From 90002052e7f0f12f8129cabebe6aadac965e93d3 Mon Sep 17 00:00:00 2001
From: Markus Scheidgen <markus.scheidgen@gmail.com>
Date: Fri, 22 Jan 2021 08:29:36 +0100
Subject: [PATCH] Added more information about uploading data to the docs.

---
 docs/index.rst  |   2 +-
 docs/upload.md  | 166 ++++++++++++++++++++++++++++++++++++++++++++++++
 docs/upload.rst |  53 ----------------
 3 files changed, 167 insertions(+), 54 deletions(-)
 create mode 100644 docs/upload.md
 delete mode 100644 docs/upload.rst

diff --git a/docs/index.rst b/docs/index.rst
index 96c39c3b9b..81f9ec561f 100644
--- a/docs/index.rst
+++ b/docs/index.rst
@@ -8,7 +8,7 @@ and infrastructure with a simplyfied architecture and consolidated code base.
    :maxdepth: 1
 
    introduction.md
-   upload.rst
+   upload.md
    api.md
    client/client.rst
    metainfo.rst
diff --git a/docs/upload.md b/docs/upload.md
new file mode 100644
index 0000000000..33051ec44f
--- /dev/null
+++ b/docs/upload.md
@@ -0,0 +1,166 @@
+# How to upload data
+
+To contribute your data to the repository, please, login to our [upload page](https://nomad-lab.eu/prod/rae/gui/uploads)
+(you need to register first, if you do not have a NOMAD account yet).
+
+*A note for returning NOMAD users!* We revised the upload process with browser based upload
+alongside new shell commands. The new Upload page allows you to monitor upload processing
+and verify processing results before publishing your data to the Repository.
+
+The [upload page](https://nomad-lab.eu/prod/rae/gui/uploads) acts as a staging area for your data. It allows you to
+upload data, to supervise the processing of your data, and to examine all metadata that
+NOMAD extracts from your uploads. The data on the upload page will be private and can be
+deleted again. If you are satisfied with our processing, you can publish the data.
+Only then, data will become publicly available and cannot be deleted anymore.
+You will always be able to access, share, and download your data. You may curate your data
+and create datasets to give them a hierarchical structure. These functions are available
+from the Your data page by selecting and editing data.
+
+You should upload many files at the same time by creating .zip or .tar files of your folder structures.
+Ideally, input and output files are accompanied by relevant auxiliary files. NOMAD will
+consider everything within a single directory as related.
+
+Once published, data cannot be erased. Linking a corrected version to a corresponding older
+one ("erratum") will be possible soon. Files from an improved calculation, even for the
+same material, will be handled as a new entry.
+
+You can publish data as being open access or restricted for up to three years (with embargo).
+For the latter you may choose with whom you want to share your data. We strongly support the
+idea of open access and thus suggest to impose as few restrictions as possible from the very
+beginning.

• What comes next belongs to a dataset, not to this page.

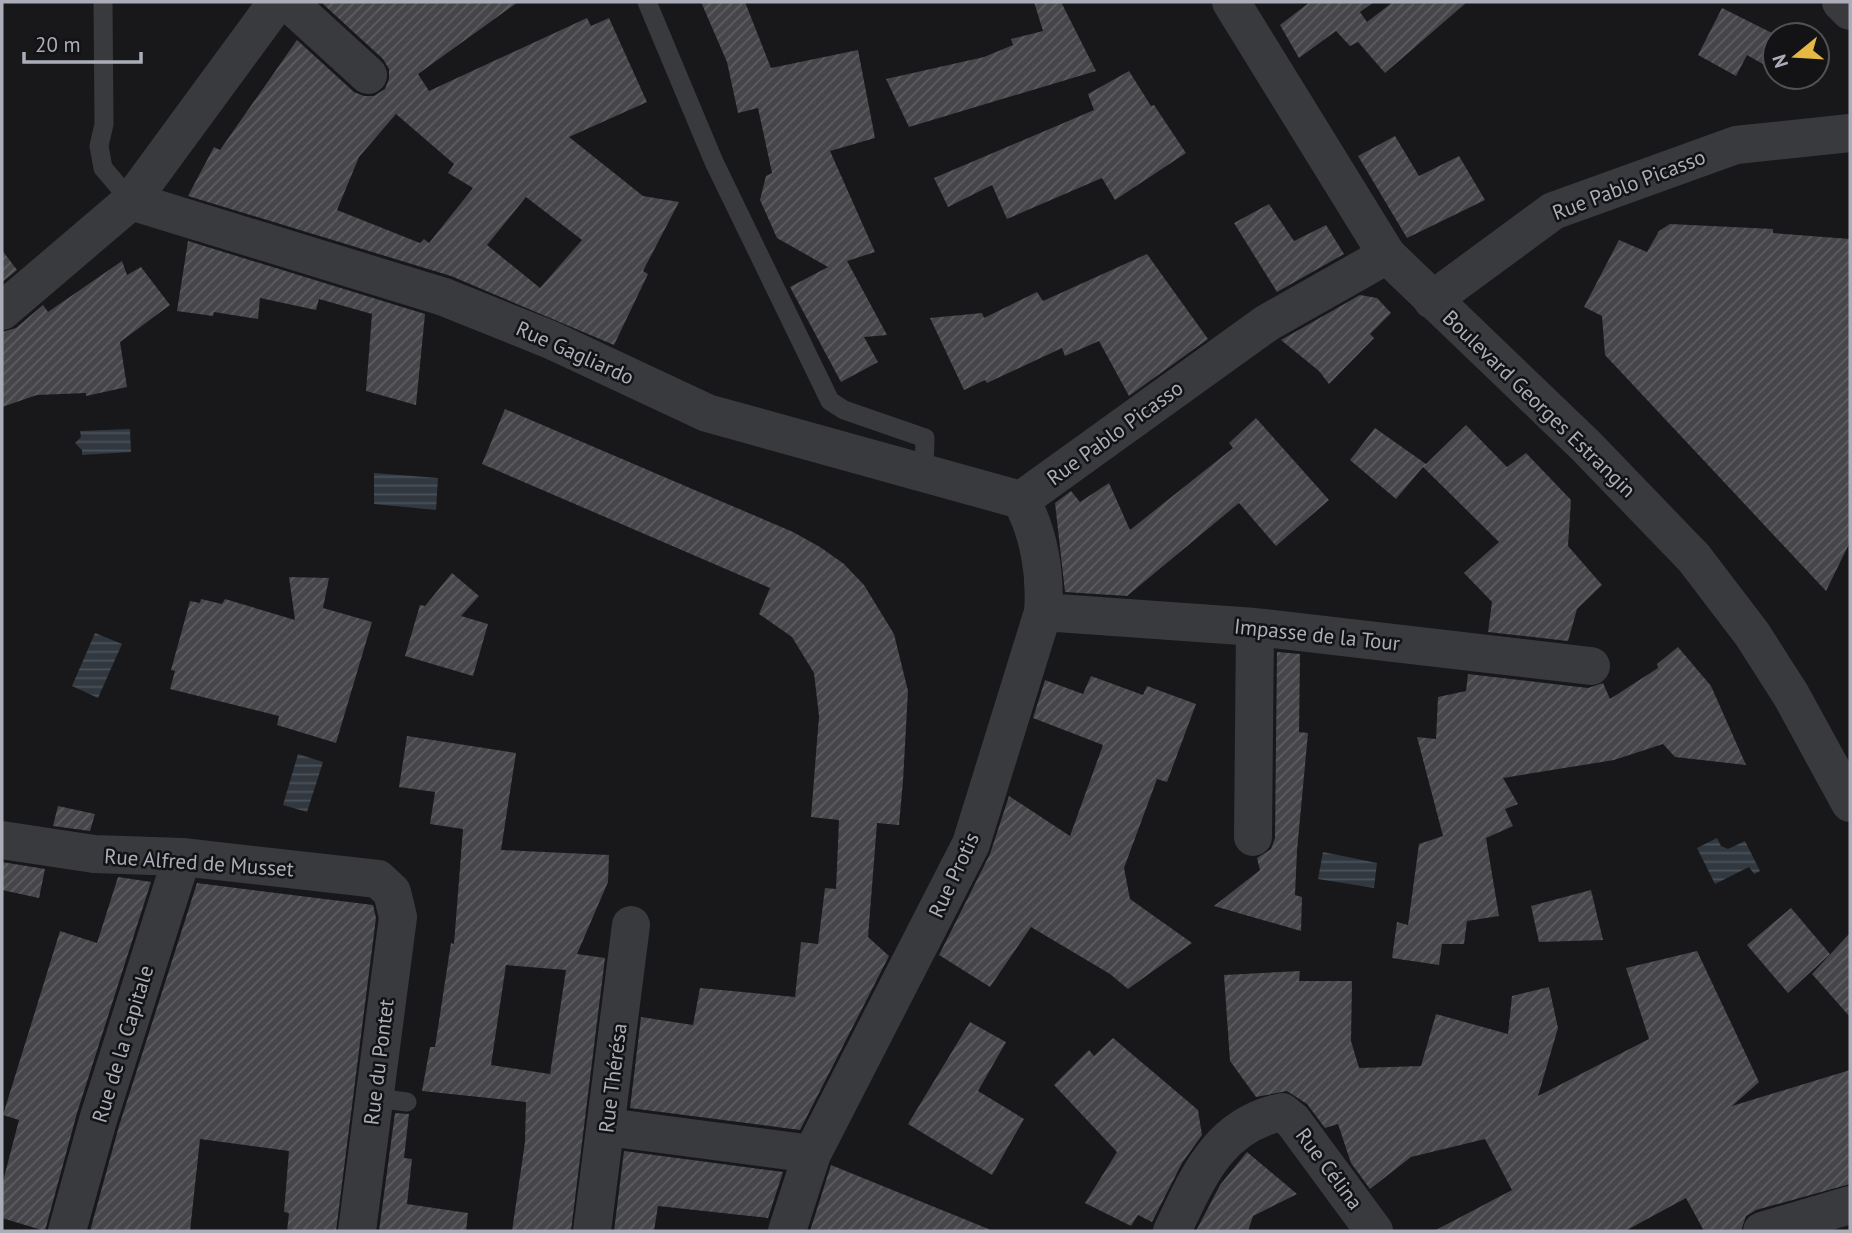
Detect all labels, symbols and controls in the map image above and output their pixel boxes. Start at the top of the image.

In case of open access data, all uploaded files are downloadable by any user.
+Additional information, e.g. pointing to publications or how your data should be cited,
+can be provided after the upload. Also DOIs can be requested. The restriction on data
+can be lifted at any time. You cannot restrict data that was published as open access.
+
+Unless published without an embargo, all your information will be private and only visible
+to you (or NOMAD users you explicitly shared your data with). Viewing private data will
+always require a login.
+
+By uploading you confirm authorship of the uploaded calculations. Co-authors must be specified
+after the upload process. This procedure is very much analogous to the submission of a
+publication to a scientific journal.
+
+Upload of data is free of charge.
+
+## Limits
+
+The following limitations apply to uploading:
+
+- One upload cannot exceed 32 GB in size
+- Only 10 non published uploads are allowed per user
+
+## On the supported codes
+
+NOMAD is interpreting your files. It will check each file and recognize if it is the
+main output file of one of the supported codes. NOMAD will create a entry for this *mainfile*
+that represents the respective data of this code run, experiment, etc. NOMAD only
+shows that for such recognized entries. If you uploads do not contain any files that
+NOMAD recognizes, you upload will be shown as empty and no data can be published.
+
+However, all files that are associated to a recognized *mainfile* by residing in the
+same directory, will be presented as *auxiliary* files along side the entry represented
+by the *mainfile*.
+
+### A note for VASP users
+
+On the handling of **POTCAR** files: NOMAD takes care of it; you don't
+need to worry about it. We understand that according to your VASP license, POTCAR files are
+not supposed to be visible to the public. Thus, in agreement with Georg Kresse, NOMAD will
+extract the most important information of POTCAR files and store it in the files named
+`POTCAR.stripped`. These files can be assessed and downloaded by anyone, while the original
+POTCAR files are only available to the uploader and assigned co-authors.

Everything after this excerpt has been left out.